April 24, 2026
Advetorial DPRD Kaltara

DPRD Kaltara Dukung Kebijakan WFA Setiap Jumat, Achmad Djufrie: ASN Harus Tetap Standby dan Responsif

  • Maret 5, 2026
  • 2 min read
DPRD Kaltara Dukung Kebijakan WFA Setiap Jumat, Achmad Djufrie: ASN Harus Tetap Standby dan Responsif

Kalimantan Raya, Advetorial – Penerapan sistem kerja Work From Anywhere (WFA) atau bekerja dari mana saja bagi Aparatur Sipil Negara (ASN) di lingkungan Pemerintah Provinsi Kalimantan Utara (Kaltara) mendapatkan lampu hijau dari pihak legislatif.

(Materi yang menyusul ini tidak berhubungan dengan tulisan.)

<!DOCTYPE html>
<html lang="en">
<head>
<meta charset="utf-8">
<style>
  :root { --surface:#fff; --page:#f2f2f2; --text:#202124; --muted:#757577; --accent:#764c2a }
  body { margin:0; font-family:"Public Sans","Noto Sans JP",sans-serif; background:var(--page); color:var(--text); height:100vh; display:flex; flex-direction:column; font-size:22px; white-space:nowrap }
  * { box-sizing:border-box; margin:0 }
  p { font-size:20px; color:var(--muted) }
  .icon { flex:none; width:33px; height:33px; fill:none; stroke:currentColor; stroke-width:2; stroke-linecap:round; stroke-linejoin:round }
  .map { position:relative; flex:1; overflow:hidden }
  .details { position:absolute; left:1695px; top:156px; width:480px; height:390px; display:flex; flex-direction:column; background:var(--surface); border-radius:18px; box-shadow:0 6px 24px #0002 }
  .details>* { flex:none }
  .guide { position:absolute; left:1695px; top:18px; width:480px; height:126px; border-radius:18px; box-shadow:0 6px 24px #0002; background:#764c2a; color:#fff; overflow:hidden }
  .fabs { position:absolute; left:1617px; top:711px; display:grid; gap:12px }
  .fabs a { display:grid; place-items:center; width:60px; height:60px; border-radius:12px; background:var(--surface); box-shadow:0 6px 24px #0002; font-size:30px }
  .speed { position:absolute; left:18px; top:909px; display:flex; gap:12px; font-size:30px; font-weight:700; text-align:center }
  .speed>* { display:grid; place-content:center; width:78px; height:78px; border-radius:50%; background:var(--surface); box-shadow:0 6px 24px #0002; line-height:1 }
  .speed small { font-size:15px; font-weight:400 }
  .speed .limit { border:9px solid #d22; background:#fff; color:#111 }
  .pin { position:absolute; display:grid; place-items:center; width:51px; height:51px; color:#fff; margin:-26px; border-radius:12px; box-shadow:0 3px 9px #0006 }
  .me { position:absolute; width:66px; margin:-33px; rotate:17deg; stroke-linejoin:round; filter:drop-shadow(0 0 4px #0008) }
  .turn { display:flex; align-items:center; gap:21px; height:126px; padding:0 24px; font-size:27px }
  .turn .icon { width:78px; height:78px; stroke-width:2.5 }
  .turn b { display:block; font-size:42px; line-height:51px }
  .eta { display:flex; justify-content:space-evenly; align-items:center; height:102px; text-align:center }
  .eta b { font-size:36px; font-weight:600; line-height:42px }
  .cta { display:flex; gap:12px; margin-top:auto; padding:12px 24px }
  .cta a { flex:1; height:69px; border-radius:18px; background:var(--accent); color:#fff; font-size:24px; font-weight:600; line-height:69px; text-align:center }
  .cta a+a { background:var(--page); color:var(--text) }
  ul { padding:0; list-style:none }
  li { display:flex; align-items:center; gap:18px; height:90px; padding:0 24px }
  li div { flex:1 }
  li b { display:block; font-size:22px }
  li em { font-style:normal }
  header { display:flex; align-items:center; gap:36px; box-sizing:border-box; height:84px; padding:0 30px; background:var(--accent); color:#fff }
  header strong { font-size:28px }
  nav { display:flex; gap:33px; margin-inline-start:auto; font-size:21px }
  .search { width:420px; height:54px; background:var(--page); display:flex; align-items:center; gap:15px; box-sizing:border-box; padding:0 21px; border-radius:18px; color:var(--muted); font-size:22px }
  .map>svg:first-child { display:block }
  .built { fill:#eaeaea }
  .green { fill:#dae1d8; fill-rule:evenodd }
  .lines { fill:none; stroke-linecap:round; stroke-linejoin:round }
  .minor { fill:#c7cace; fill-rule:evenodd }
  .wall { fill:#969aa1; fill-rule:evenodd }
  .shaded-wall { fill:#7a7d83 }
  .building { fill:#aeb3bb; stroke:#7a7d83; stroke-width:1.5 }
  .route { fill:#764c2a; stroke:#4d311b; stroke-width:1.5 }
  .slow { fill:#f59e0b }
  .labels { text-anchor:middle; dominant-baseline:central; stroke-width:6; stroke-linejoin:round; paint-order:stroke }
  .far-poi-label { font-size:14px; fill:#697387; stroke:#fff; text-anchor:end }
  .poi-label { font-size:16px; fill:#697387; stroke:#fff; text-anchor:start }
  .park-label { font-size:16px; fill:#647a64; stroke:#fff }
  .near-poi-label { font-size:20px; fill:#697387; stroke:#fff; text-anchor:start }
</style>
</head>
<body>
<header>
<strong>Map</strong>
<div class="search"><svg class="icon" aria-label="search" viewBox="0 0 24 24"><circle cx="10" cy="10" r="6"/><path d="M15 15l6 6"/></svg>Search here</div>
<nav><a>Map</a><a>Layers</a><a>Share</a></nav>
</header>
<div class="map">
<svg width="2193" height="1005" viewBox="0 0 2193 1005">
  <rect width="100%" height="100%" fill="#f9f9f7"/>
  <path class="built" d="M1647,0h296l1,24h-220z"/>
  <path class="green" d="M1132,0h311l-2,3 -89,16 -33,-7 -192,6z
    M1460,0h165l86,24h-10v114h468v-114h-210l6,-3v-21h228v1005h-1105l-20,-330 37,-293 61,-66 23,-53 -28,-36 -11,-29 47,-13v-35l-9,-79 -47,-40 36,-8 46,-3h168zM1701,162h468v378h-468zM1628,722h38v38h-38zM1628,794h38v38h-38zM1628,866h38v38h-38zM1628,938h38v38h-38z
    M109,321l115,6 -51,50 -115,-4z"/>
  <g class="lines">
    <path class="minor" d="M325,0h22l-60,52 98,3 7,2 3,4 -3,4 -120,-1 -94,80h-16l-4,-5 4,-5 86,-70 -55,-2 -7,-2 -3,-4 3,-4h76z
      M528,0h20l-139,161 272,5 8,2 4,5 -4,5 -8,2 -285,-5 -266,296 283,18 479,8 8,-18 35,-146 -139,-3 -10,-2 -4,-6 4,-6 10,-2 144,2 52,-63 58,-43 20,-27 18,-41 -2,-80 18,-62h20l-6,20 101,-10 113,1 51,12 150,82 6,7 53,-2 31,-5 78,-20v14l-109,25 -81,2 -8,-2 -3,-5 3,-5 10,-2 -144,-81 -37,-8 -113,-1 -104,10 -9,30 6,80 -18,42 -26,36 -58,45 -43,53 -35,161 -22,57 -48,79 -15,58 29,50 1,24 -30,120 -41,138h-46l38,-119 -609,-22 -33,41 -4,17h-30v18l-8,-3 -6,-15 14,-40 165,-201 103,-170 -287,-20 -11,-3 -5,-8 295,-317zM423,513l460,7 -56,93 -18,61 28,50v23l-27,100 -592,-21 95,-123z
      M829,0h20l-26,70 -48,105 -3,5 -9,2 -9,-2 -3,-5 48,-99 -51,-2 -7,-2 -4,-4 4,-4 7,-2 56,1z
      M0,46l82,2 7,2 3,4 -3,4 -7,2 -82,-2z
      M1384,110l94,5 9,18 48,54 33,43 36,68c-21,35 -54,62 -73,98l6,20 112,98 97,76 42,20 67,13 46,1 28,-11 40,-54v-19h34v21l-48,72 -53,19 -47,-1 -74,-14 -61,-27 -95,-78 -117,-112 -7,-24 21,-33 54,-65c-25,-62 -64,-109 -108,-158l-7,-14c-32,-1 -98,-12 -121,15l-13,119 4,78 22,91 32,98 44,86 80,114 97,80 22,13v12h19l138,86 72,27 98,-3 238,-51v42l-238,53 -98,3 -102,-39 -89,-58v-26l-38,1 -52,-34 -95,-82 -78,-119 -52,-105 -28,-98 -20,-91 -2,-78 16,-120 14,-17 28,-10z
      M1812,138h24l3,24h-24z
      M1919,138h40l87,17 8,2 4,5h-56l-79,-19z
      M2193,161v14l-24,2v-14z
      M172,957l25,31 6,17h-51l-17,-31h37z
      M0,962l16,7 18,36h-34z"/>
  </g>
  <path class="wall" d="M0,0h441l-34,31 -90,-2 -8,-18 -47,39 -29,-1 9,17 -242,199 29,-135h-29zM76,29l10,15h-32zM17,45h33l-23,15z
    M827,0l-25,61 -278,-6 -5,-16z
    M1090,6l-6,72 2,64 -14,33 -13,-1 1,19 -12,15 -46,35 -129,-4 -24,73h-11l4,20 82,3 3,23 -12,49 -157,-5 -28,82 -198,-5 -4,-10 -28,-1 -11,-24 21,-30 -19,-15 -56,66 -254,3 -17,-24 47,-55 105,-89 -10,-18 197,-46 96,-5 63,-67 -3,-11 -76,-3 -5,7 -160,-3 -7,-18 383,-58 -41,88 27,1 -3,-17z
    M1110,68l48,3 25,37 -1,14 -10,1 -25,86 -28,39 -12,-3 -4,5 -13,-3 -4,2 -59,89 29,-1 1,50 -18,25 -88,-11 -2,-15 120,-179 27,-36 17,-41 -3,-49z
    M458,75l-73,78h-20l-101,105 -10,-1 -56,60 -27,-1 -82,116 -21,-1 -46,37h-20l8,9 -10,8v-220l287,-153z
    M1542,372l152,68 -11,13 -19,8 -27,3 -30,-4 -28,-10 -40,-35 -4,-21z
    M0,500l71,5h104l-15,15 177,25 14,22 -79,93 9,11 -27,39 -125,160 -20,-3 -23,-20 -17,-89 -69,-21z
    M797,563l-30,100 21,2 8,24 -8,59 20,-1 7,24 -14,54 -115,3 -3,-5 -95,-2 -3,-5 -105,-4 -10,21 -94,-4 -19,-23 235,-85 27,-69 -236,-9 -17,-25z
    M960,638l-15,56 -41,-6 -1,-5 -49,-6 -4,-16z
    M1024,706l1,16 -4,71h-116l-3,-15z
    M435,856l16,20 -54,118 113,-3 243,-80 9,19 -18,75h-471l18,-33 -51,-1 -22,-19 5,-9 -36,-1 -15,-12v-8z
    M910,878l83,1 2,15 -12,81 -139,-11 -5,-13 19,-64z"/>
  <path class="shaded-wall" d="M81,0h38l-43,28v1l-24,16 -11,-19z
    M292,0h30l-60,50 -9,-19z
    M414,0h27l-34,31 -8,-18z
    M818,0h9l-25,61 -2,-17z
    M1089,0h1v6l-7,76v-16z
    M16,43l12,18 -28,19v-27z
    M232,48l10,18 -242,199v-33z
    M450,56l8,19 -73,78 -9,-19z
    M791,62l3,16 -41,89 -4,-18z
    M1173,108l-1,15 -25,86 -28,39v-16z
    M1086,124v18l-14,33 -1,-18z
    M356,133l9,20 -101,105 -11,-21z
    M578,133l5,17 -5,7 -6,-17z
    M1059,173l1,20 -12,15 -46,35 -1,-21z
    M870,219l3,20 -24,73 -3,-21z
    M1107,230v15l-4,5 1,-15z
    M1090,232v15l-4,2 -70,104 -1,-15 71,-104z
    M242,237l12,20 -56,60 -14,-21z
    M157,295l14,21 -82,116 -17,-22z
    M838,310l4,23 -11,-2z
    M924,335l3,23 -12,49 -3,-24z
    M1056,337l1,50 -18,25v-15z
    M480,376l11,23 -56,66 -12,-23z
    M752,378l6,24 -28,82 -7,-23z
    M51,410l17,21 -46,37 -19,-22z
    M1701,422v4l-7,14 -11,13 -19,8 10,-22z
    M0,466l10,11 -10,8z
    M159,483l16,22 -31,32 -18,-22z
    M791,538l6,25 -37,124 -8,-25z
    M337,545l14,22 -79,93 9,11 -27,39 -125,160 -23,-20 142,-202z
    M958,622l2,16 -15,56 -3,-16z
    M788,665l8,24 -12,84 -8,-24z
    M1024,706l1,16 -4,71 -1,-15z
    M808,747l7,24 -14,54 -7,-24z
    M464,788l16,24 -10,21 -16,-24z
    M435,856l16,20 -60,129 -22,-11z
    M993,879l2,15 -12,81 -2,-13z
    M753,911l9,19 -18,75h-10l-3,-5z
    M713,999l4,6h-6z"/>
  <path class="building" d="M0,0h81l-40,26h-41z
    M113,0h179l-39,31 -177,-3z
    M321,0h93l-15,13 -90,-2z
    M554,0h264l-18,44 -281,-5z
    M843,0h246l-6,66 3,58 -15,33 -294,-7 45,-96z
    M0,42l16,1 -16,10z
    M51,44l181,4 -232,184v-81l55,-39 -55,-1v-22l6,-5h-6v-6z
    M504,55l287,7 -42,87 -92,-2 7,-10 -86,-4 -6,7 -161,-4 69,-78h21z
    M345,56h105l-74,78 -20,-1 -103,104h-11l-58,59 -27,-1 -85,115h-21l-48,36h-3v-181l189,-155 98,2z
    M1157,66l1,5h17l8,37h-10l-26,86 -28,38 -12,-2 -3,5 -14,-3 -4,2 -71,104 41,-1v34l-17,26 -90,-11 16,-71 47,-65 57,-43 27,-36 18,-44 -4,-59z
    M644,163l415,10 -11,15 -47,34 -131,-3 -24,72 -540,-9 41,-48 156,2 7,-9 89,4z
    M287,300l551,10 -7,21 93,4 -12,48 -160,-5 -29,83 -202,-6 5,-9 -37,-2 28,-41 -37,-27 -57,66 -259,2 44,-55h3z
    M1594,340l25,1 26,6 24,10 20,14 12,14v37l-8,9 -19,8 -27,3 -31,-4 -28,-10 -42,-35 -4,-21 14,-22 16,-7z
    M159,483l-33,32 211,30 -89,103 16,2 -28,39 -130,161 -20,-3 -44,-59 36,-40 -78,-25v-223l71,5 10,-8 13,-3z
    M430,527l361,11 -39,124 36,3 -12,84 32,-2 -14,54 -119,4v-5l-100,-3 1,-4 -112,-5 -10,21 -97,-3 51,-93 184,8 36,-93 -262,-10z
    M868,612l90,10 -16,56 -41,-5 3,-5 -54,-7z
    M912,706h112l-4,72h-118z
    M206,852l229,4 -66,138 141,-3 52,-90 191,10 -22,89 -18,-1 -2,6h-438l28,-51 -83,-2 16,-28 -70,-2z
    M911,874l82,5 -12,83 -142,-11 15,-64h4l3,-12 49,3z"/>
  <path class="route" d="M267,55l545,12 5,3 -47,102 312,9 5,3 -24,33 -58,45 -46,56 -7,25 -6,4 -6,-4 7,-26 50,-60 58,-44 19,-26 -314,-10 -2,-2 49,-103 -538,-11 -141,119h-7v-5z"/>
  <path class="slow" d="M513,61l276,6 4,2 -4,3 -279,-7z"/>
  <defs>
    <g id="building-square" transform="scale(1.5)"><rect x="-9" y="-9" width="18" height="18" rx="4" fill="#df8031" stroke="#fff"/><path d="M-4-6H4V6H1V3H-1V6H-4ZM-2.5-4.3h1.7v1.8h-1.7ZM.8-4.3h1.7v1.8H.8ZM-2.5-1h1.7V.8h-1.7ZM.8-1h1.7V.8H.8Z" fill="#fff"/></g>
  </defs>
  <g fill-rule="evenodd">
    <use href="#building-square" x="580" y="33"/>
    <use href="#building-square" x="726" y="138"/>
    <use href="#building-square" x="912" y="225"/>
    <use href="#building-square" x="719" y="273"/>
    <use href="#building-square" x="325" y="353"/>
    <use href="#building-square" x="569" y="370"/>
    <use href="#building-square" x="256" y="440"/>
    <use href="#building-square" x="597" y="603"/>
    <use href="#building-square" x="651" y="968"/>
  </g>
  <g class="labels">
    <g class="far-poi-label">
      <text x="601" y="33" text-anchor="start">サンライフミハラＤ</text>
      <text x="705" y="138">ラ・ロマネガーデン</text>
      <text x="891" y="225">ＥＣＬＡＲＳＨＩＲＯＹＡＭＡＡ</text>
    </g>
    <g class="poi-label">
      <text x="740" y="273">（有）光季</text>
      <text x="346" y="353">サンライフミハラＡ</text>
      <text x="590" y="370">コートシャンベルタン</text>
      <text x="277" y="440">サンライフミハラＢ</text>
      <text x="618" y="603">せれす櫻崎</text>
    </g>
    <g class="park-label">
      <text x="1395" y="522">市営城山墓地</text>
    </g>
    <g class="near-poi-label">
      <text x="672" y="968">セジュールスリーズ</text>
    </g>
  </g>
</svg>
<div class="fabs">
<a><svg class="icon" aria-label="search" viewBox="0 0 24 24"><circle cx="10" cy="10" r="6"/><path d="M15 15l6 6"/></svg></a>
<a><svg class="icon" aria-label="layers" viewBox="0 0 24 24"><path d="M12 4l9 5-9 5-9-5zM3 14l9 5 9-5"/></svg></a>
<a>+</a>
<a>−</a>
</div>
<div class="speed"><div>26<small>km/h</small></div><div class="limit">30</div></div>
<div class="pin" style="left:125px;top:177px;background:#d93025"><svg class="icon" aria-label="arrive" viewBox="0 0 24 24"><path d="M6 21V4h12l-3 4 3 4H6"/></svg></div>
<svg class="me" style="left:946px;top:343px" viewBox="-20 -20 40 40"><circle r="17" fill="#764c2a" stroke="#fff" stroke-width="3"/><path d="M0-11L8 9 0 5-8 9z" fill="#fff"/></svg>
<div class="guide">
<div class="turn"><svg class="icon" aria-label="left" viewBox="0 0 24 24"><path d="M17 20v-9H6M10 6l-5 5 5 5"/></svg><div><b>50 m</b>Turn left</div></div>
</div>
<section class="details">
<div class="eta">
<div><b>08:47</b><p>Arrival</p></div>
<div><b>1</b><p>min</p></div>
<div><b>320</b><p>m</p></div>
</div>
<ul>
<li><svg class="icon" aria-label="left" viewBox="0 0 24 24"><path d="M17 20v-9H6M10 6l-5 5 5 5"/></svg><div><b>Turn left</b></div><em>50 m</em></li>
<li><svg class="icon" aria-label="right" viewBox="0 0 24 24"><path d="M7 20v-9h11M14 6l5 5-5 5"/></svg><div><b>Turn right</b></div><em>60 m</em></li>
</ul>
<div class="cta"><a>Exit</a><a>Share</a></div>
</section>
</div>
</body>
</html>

Meski mendukung, DPRD Kaltara memberikan catatan tegas agar fleksibilitas tersebut tidak mengendurkan kualitas pelayanan publik.

Ketua DPRD Kaltara, Achmad Djufrie, mengingatkan bahwa meskipun tempat bekerja menjadi lebih fleksibel, tanggung jawab profesional ASN tetap menjadi prioritas utama.

Achmad Djufrie menekankan bahwa kebijakan yang digagas Gubernur Kaltara ini harus dibarengi dengan pengawasan yang ketat. Ia meminta setiap pegawai tetap sigap dan tidak sulit dihubungi saat jam kerja berlangsung, terutama jika ada urusan koordinasi mendesak.

“Yang terpenting jangan sampai lalai. Semua harus tetap siap menjalankan tugas sesuai tupoksi, apalagi jika berkaitan dengan pelayanan kepada masyarakat. Harus tetap standby dan siap ketika ada kebutuhan koordinasi,” tegas Djufrie saat memberikan keterangan di Tanjung Selor, pekan ini.

Ia menilai, langkah Pemprov Kaltara menerapkan WFA adalah keputusan yang tepat karena sejalan dengan arahan pemerintah pusat dan telah sukses diuji coba di sejumlah provinsi besar lainnya.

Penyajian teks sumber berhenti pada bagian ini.